Here she comes again: Georgia Hall back in contention at another Women's Open
CARNOUSTIE, Scotland — Georgia Hall knows what it takes to win an AIG Women’s Open. She did just that at Royal Lytham three years ago. The 25-year-old Englishwoman also knows how much it can hurt to come close and not taste victory. But she clearly learns quickly. Her T-3 finish in this event at Kingsbarns was accomplished just 12 months before her major championship breakthrough.
Here she comes again. Adding a second-round 69 to her opening 68, Hall is seven under par after two circuits of Carnoustie, tied for the lead with Mina Harigae as the afternoon wave finishes up play on Frida and well in contention for what would be her third victory on the LPGA Tour. Off at 7:14 a.m. and benefiting from the almost flat calm conditions, the two-time Solheim Cup player made four birdies in her first 10 holes, then two more in the next four. Only a bogey at the par-4 11th and a double-bogey 6 on the demanding 437-yard 15th broke her forward momentum.

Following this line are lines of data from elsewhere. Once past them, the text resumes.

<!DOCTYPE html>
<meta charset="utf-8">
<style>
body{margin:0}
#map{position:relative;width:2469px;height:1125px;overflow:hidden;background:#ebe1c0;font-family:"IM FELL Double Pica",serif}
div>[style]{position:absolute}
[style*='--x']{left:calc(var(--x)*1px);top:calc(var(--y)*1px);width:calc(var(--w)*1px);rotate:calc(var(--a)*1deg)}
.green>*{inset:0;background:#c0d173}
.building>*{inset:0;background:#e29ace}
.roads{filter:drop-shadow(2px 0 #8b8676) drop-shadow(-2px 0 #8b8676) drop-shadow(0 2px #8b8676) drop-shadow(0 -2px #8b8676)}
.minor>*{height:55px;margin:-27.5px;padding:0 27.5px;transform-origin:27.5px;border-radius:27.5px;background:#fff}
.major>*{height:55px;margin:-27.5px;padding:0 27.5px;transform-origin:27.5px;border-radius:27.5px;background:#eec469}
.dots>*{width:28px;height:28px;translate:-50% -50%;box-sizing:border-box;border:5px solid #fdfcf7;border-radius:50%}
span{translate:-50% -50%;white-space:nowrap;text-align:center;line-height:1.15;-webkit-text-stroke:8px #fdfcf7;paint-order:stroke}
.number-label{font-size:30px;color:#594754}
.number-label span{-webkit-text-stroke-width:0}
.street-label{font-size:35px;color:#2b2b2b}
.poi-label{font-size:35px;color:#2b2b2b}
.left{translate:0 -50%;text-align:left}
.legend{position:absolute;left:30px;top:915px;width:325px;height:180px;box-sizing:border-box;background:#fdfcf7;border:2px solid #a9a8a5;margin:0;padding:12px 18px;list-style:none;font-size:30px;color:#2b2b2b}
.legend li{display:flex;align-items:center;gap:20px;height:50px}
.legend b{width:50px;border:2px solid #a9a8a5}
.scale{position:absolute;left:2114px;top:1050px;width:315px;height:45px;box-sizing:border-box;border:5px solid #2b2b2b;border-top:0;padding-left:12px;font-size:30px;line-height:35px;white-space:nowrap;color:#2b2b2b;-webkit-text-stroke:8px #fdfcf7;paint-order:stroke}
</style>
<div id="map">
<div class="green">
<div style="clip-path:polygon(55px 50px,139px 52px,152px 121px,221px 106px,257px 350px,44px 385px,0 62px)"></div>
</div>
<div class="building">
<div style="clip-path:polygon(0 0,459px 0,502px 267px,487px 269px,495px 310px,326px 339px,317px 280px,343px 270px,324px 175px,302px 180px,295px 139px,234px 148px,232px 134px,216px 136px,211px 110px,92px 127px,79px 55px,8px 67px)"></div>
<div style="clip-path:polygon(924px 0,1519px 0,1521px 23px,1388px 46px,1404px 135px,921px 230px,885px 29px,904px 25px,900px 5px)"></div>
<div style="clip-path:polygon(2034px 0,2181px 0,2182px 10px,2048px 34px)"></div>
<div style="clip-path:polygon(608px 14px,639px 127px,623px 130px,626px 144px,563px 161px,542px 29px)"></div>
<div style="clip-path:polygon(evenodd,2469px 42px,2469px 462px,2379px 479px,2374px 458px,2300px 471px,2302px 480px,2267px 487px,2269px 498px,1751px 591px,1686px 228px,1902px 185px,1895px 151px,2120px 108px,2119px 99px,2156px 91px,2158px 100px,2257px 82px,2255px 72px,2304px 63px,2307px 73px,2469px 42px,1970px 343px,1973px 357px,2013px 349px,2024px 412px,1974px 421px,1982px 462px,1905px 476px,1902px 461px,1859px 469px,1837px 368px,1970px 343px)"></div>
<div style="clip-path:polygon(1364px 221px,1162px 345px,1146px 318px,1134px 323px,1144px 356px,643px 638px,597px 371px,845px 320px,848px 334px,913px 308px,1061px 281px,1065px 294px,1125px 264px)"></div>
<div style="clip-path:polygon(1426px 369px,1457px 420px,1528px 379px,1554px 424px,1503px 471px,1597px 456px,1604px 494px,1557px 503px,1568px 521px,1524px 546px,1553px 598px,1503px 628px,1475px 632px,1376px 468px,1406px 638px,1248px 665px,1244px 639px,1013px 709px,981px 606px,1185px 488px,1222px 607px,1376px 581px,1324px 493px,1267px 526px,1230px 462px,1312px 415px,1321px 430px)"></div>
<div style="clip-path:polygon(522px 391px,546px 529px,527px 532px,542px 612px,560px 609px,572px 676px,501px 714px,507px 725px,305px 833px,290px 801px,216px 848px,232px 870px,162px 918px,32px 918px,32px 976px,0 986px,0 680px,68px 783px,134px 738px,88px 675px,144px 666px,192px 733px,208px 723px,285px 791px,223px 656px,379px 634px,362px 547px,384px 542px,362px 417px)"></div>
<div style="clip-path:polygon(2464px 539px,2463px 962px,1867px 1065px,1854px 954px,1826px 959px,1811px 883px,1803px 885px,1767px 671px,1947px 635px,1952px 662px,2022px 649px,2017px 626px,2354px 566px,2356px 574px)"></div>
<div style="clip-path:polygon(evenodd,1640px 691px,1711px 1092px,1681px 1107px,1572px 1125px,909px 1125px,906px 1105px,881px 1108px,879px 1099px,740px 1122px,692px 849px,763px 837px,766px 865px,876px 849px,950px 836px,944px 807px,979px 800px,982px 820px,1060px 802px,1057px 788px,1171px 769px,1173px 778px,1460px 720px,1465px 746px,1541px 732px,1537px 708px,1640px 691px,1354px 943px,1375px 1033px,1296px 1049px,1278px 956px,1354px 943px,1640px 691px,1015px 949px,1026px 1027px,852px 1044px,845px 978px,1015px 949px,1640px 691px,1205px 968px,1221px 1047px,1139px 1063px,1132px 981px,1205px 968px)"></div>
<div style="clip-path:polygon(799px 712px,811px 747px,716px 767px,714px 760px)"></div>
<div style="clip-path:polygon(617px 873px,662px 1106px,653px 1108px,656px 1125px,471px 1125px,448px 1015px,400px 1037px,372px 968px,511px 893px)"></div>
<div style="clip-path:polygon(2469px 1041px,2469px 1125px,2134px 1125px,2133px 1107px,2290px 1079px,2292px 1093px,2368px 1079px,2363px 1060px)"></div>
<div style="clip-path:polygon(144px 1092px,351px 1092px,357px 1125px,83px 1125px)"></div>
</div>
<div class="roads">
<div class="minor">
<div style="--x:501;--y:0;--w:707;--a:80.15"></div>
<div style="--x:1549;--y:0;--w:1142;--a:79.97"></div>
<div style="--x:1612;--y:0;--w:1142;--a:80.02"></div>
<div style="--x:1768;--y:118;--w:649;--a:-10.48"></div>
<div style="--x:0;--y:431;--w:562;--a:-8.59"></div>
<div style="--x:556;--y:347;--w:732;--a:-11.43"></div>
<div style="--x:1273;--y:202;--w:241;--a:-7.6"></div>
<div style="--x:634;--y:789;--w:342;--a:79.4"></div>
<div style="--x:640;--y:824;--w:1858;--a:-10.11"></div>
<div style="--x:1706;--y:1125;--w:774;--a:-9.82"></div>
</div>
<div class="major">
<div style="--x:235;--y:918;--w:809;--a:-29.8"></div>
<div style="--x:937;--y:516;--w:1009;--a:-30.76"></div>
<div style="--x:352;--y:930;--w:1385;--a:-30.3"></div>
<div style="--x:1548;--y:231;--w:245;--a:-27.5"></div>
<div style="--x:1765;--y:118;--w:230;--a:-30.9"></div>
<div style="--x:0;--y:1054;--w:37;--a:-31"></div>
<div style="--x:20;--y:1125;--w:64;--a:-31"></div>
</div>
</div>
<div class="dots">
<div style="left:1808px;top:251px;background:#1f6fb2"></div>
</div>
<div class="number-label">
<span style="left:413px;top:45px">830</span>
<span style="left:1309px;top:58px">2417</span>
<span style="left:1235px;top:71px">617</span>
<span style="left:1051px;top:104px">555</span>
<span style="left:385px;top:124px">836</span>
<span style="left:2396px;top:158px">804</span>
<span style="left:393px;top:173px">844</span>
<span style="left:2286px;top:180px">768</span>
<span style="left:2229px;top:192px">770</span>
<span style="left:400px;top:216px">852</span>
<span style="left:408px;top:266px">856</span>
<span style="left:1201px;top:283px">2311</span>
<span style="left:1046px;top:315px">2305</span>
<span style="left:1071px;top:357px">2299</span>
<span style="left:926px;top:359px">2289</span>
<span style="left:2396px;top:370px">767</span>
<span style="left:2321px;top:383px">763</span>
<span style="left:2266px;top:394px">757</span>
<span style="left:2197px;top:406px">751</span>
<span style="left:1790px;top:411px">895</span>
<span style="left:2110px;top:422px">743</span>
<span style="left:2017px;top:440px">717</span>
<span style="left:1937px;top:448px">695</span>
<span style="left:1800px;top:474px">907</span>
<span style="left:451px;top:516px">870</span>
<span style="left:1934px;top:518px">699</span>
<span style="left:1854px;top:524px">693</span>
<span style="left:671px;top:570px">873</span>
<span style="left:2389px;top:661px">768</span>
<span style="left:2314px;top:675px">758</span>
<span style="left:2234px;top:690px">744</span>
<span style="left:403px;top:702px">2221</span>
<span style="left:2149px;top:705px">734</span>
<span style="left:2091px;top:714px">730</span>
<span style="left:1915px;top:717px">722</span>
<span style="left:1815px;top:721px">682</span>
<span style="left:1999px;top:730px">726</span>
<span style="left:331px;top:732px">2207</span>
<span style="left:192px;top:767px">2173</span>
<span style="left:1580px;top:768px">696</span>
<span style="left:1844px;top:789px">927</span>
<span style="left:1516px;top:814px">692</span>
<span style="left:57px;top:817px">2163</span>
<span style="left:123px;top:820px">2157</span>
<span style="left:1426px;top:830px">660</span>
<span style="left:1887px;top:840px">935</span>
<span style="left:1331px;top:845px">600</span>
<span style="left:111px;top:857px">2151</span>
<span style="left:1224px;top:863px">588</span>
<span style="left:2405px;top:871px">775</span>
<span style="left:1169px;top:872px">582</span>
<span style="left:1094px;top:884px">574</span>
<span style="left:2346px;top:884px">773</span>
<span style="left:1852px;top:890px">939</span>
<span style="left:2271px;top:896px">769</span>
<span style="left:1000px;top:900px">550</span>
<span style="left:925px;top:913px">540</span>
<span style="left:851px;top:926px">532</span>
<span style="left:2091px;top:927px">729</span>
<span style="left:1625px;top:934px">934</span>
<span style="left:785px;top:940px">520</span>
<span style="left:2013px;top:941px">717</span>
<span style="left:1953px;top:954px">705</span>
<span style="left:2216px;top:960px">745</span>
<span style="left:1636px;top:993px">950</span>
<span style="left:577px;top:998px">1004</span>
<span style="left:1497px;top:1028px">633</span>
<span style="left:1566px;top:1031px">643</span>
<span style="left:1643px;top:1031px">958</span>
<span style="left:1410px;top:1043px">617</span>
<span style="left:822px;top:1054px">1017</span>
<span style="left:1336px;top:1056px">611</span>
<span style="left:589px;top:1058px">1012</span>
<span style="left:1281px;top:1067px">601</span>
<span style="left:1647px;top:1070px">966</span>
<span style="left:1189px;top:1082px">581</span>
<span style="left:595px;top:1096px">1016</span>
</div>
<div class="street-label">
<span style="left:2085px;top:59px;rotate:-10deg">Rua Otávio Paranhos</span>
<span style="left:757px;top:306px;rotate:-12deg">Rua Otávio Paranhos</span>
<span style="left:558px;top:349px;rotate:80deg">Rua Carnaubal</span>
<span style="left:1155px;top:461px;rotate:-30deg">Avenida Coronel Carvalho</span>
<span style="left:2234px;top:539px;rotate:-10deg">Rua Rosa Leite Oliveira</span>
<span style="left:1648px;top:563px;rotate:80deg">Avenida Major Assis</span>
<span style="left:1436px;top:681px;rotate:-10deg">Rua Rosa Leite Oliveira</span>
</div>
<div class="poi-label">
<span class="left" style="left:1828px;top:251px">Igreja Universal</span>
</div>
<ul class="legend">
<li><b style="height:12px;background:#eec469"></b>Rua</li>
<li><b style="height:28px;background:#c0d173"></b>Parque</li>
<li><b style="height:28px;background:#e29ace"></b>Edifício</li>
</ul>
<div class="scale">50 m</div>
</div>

“This is a fantastic golf course, one of the best in the world,” she said. “There’s a lot of golf to play yet but I'm happy where I am. I've got myself in a good position. There wasn't much wind at all, so I tried to take advantage of that. You have to plot your way round, as you have to do on a lot of links. I think I know how to do that. I was really happy with my last three holes; level par, which I'll take every day. It's just hitting the right shots.”
Still, for all her “butter wouldn’t melt” smiles and demeanor, Hall wasn’t above hoping for a bit of wind in an afternoon when she could sit back and watch others struggle. But she went further than that, talking of her wish that the breeze might blow a little more over the weekend. Should that happen, she clearly fancies her chances.
“I'd like to think a bit of wind would give me an advantage,” she went on. “A lot of the Americans and other [foreign] players don't play in the wind quite as much as we do in this country. But at the same time they are extremely good golfers. You’ve just got to control your ball flight. Judging by the weather forecast, I’m going to have to do that a bit over the weekend.”
Perhaps just as relevant is Hall’s contention that she is a better player today than she was back in 2018, when some good advice from former Open champion Tom Lehman (who won at Lytham in 1996, the year Hall was born) helped her on her way to victory.
“I have a bit more experience now,” she continued. “There's a few shots here and there which I might have taken on back then which I don't do now. I come up short a little bit more than I did. I’m more cautious, which stems from playing more links golf. Apart from that I'm fairly similar. But I handle the pressure better. In my head, I'm more stable.
“This is my favourite event of the year. It's one I enjoy the most. It's so nice to be playing at home in front of home crowds cheering me on. It's just a lot of happiness when I'm here.”
And with the prospect of more to come.